RE: "whereas Ruby has had decent Unicode support for a while" Really? I'd love f...

rspeer · on March 11, 2014

Author of ftfy here - thanks for the shoutout.

By the way, here's another problem with taking the "encoding" parameter at face value: you're opening yourself up to DoS or data corruption bugs in the case where someone tells you to use a dangerous encoding.

There have been multiple bugs found in Python's UTF-7 decoder recently, and generally they were found by people who were scraping the Web with Python. These bugs, such as [1], could cause you to write strings that corrupt your data or crash the Python interpreter.

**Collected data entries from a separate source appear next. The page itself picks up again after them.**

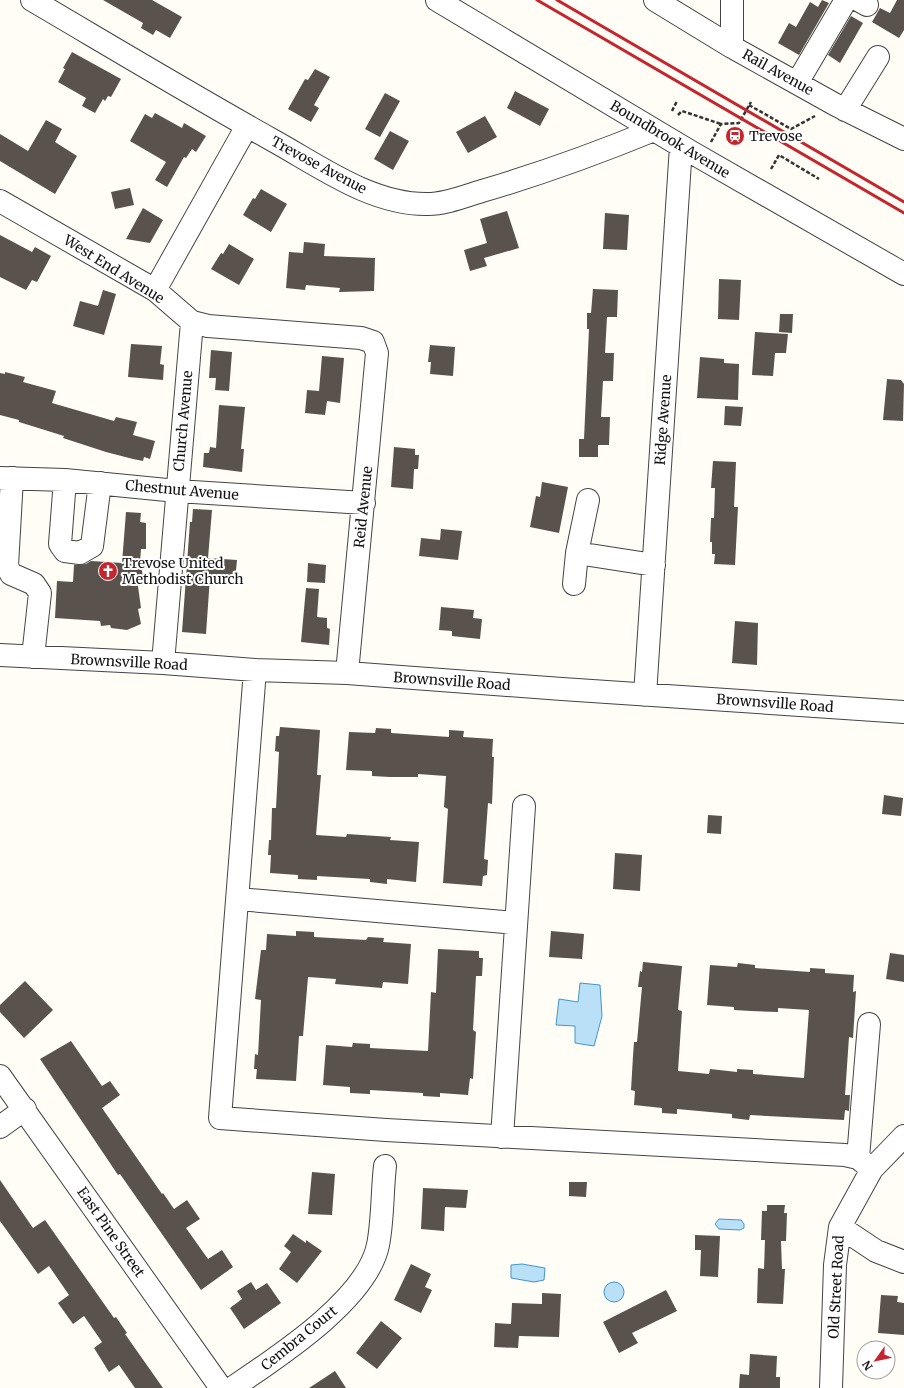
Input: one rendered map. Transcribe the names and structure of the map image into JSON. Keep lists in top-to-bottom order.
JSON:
{
  "streets": {
    "street": [
      "Rail Avenue",
      "Boundbrook Avenue",
      "Trevose Avenue",
      "West End Avenue",
      "Ridge Avenue",
      "Church Avenue",
      "Chestnut Avenue",
      "Reid Avenue",
      "Brownsville Road",
      "East Pine Street",
      "Old Street Road",
      "Cembra Court"
    ]
  },
  "crossings": [
    ["Boundbrook Avenue", "Trevose Avenue"],
    ["Boundbrook Avenue", "Ridge Avenue"],
    ["West End Avenue", "Church Avenue"],
    ["West End Avenue", "Reid Avenue"],
    ["Ridge Avenue", "Brownsville Road"],
    ["Church Avenue", "Chestnut Avenue"],
    ["Church Avenue", "Brownsville Road"],
    ["Chestnut Avenue", "Reid Avenue"],
    ["Reid Avenue", "Brownsville Road"]
  ],
  "places": {
    "station": ["Trevose"],
    "church": ["Trevose United Methodist Church"]
  },
  "north": "bottom left"
}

And until the latest version -- and this is possibly still the case in all versions of Python 2 -- someone could give you a gzip bomb that decompresses to petabytes of data, and tell you it's in the "gzip" encoding [2].

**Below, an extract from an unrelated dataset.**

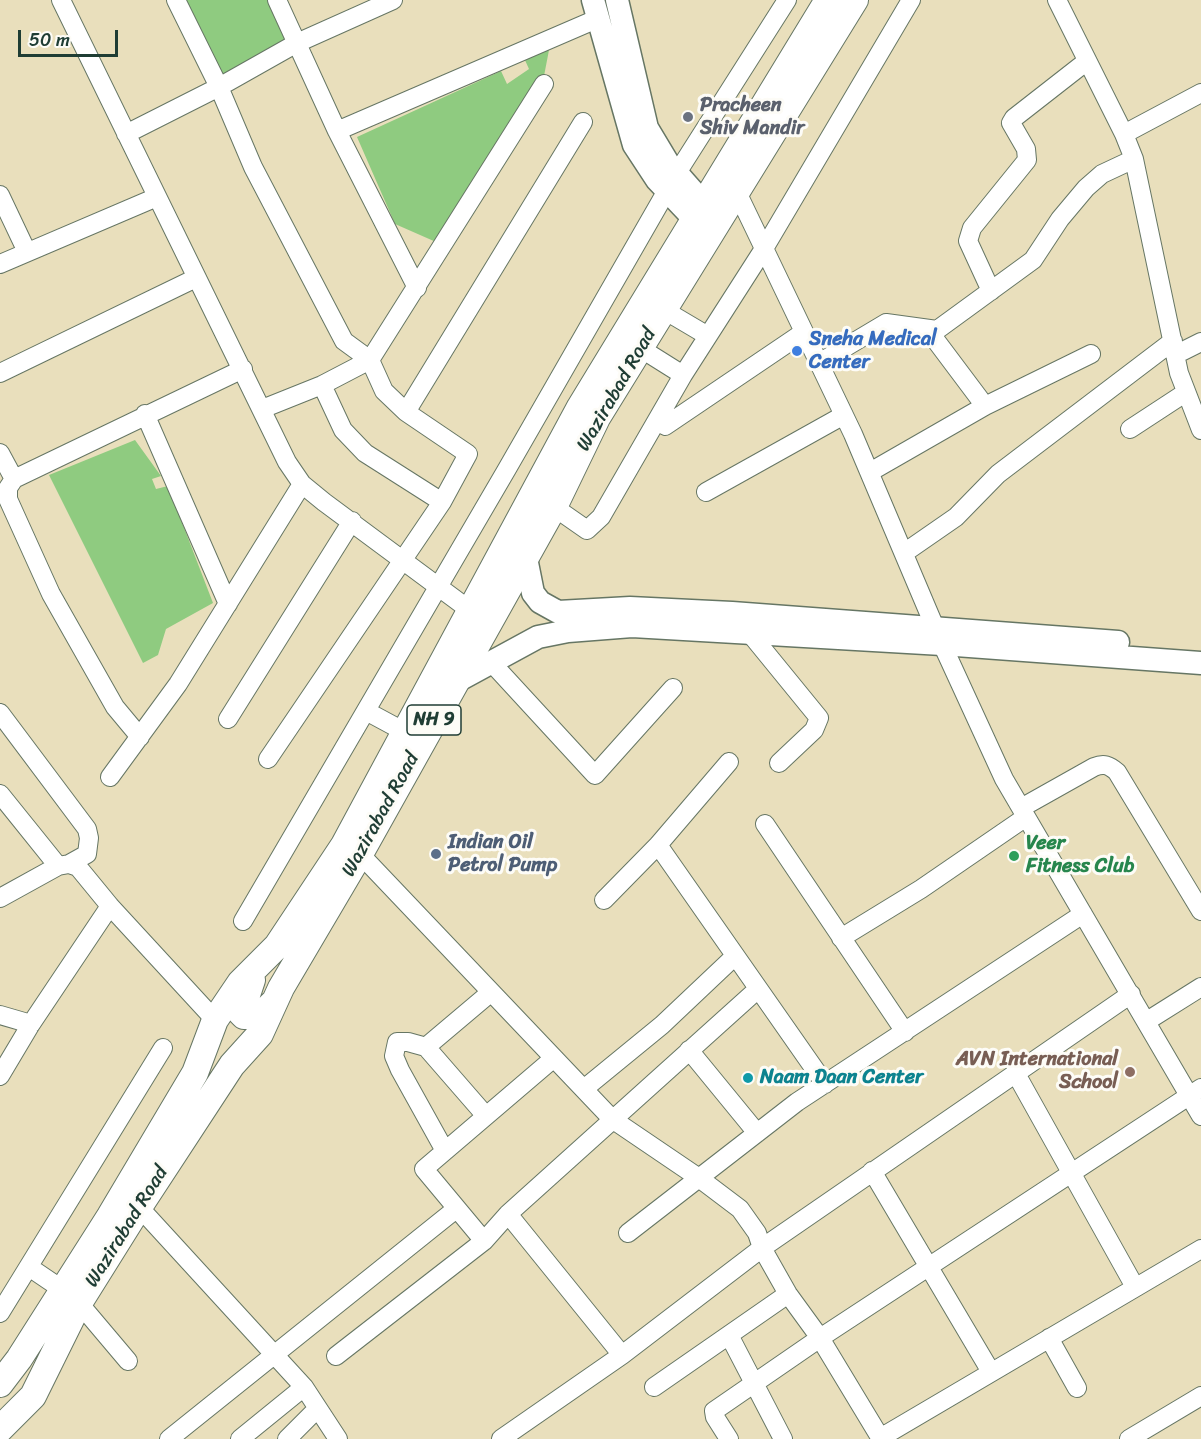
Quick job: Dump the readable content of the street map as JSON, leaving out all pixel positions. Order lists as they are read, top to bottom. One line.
{"streets":{"highway":["Wazirabad Road","NH 9"]},"places":["Pracheen Shiv Mandir","Sneha Medical Center","Indian Oil Petrol Pump","Veer Fitness Club","AVN International School","Naam Daan Center"],"scale_bar":"50 m"}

I'm sure there are more bugs like this out there, and that Ruby has similar lurking bugs as well, given how recently they changed their Unicode system.

Basically, you shouldn't let someone else's Web page tell you what code to run, unless it's code you're planning to run. I recommend making a short list of encodings you trust, including ASCII, UTF-8, UTF-16, ISO-8859-x, Windows-125x, and MacRoman, and maybe a few others if you're working with CJK text, and just rejecting all others.

(The x's can be filled in with digits. Don't accept UTF-7, because it's clearly horrible. And I don't have any particular reason to be suspicious of UTF-32, but I've never seen anyone seriously use it.)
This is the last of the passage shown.